Articles

Travel Writers: South Korea a poetic sense of beauty

By Min Kim

Location: South Korea

As the yangban – a traditional Korean nobleman – dances to the sound of a gayagum harp, laid on the floor and played meditatively in the lotus position, his smoothly undulating, slow-motion movements become instantly bewitching. His delicate silk robe, finely tailored in a minimalist, yet commanding cut, cascades from shoulder to feet in a blinding and deafening scene of snow white, brought simply around his waist with a humble raw cotton rope, a coexistence of contrasts.

Whiteness may mean clarity, purity, spiritual exaltation, or, intellectual intolerance in the traditional Confucian way… Gayagum notes do not run into each other and mesh into a symphonic melody as we are accustomed to in the Western world. Instead, each note is held beats apart, and stands on its own.

It imparts unique qualities of its own personality, in a desperate desire to uphold an uncompromising integrity. As each note is struck and held according to the unpredictable, yet subtly faithful beats of the alternating stick, finger and palm taps upon the tensely held, yet worn bull skin that surmounts the surface of the traditional Korean wooden drum, like aged wine skin, the melody becomes the face of the story it tells.

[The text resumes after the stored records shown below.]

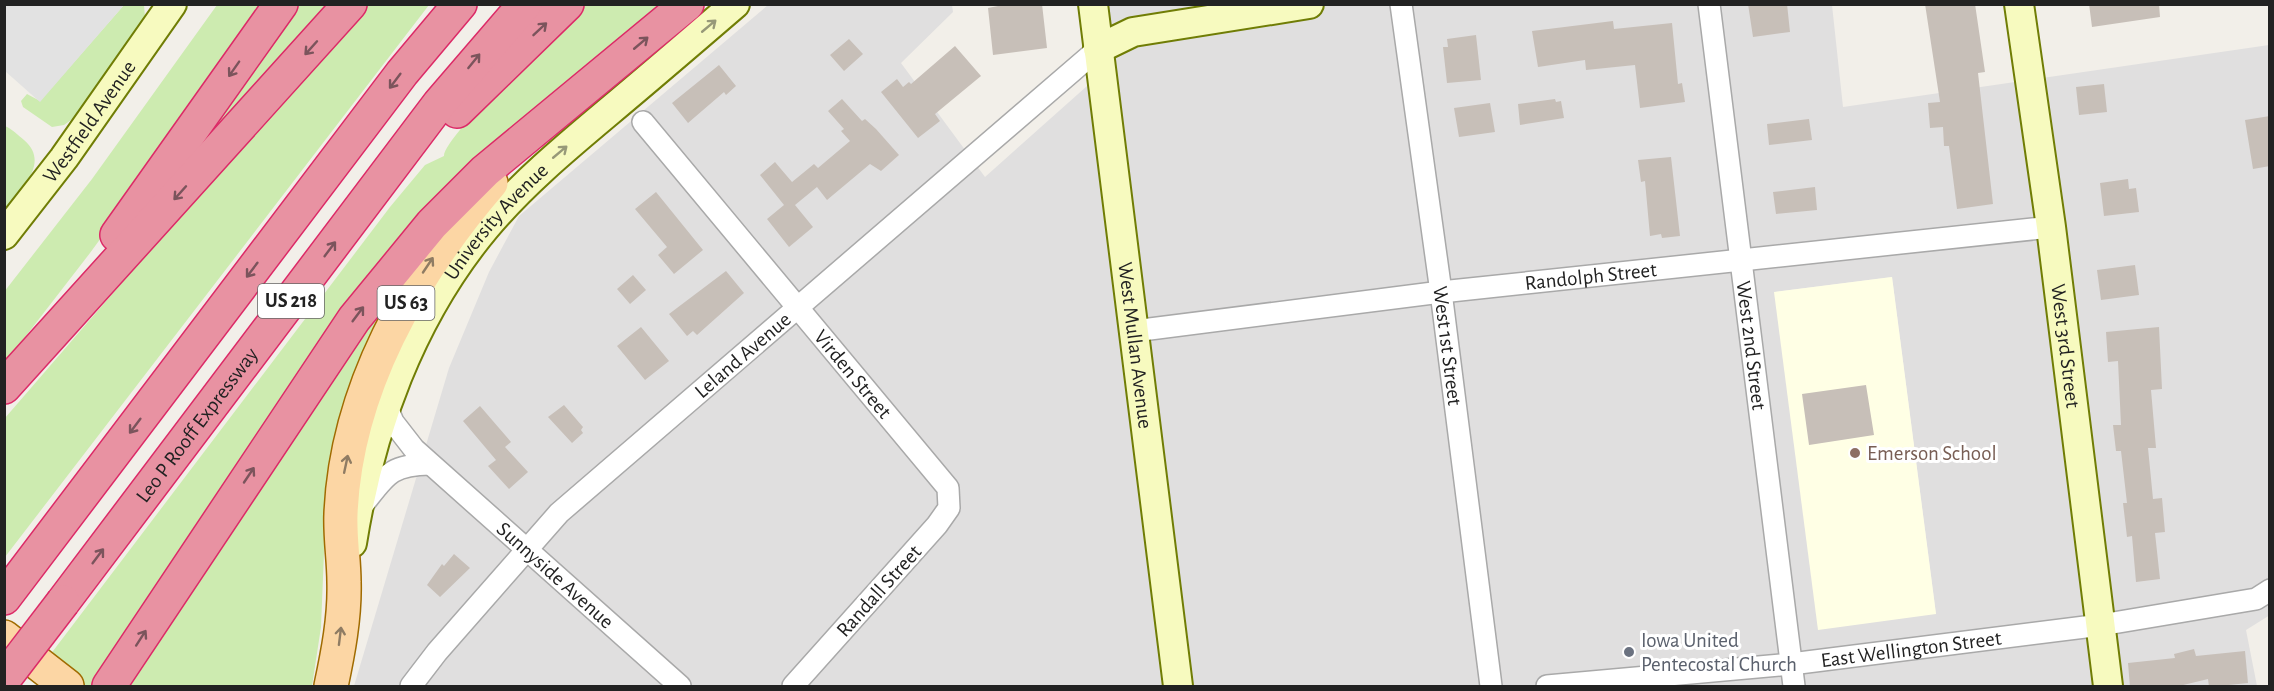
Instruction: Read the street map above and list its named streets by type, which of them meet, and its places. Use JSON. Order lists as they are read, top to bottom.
{
  "streets": {
    "highway": ["US 218", "US 63", "Leo P Rooff Expressway"],
    "main road": ["University Avenue"],
    "street": [
      "Westfield Avenue",
      "Randolph Street",
      "West Mullan Avenue",
      "West 1st Street",
      "West 2nd Street",
      "West 3rd Street",
      "Leland Avenue",
      "Virden Street",
      "Sunnyside Avenue",
      "Randall Street",
      "East Wellington Street"
    ]
  },
  "crossings": [
    ["University Avenue", "US 63"],
    ["University Avenue", "Sunnyside Avenue"],
    ["Randolph Street", "West Mullan Avenue"],
    ["Randolph Street", "West 1st Street"],
    ["Randolph Street", "West 2nd Street"],
    ["Randolph Street", "West 3rd Street"],
    ["West Mullan Avenue", "Leland Avenue"],
    ["West 2nd Street", "East Wellington Street"],
    ["West 3rd Street", "East Wellington Street"],
    ["Leland Avenue", "Virden Street"],
    ["Leland Avenue", "Sunnyside Avenue"],
    ["Virden Street", "Randall Street"]
  ],
  "one_way": ["University Avenue"],
  "places": ["Emerson School", "Iowa United Pentecostal Church"]
}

As the story unfolds in non-verbal narrative, the yangban’s body and feet move according to the strumming of each harpsichord and drumbeat. The holding and letting go, the tightening up and playfulness, the speed and urgency, the clarity and silence of an empty bell, and then the unbearable vibrato of that one high note, reminds us of the Blues. The reaching beyond the depths of our emotional capability to reveal for a moment the densest joy and melancholy, darkest secrets and truth, the silent cry, that is the power of the sound of the Blues, whether from our deep South or in South Korea. When a note is held to that undeniable altitude and vibrato, one hears the inaudible sounds of a Blues singer’s vocal chords.

In fact, pansori is specifically the art of the traditional Korean Blues. It’s an extreme form of throat singing that takes a lifetime of artistic training in traditional techniquespoetry and arts. It tells of the melancholy of the lover who watches her yangban depart indefinitely and disappear around the curvaceous mountain paths of her valley; of the black crow that sings of impending doom and marks the savage despair and destruction of war; of the rivalry of brotherhood; of the father who secretly blinds his own daughter to salvage her pansori and their means of livelihood, and even of the turtle and the hare.

Most vocal channels would not survive the physiological stress of pansori. In fact, modern medicine has illustrated the extremely dilated anatomic state of the pansori larynx. At the highest and most forceful notes, a listener’s intellect can be pained at the feat, but always, always, begs for more. But tonight, there is no pansori soloist, solely the distinguished movements of the yangban, the echoing strumming of the gayagum, and the faithful march of the drum, like the sound of very distant thunderbolts – they interlock in a secret affair, against the pitch darkness of the stage.

Actually, a yangban would in reality only dance against the masculine sound and instrumentation of the traditional drum. It would be a kisaeng – a highly talented concubine -which would perform to the chords of the gayagum. But in our exploratory stage of the senses, the yangban has honored us with a unique performance.

His chin is always held high, regardless of the dips of his shoulders, arms or upper body during dancing. Even when he nods, his chin is still held dignifiedly high. As one black silk sandaled foot lifts off the floor, the opposite arm goes gently up, shoulders first, arms follow, hands last, like the creeping appearance of a giant serpent from lake level or the initially demure rising of a swallowing ocean wave. As he finally extends his arms and points his closed bamboo fan to an unknown horizon, the length of his silken sleeve extends from shoulder to fingers and the width drops from torso to the hem of his robe.

The mysterious imagery illustrated in the air through the gliding movements is reminiscent of the ever present, yet elevated state of consciousness during the dance of theSufi whirling dervishes, even as his black silk hat, perfectly starched, permeable and see-through, points high into the heavens, signifying higher order thinking.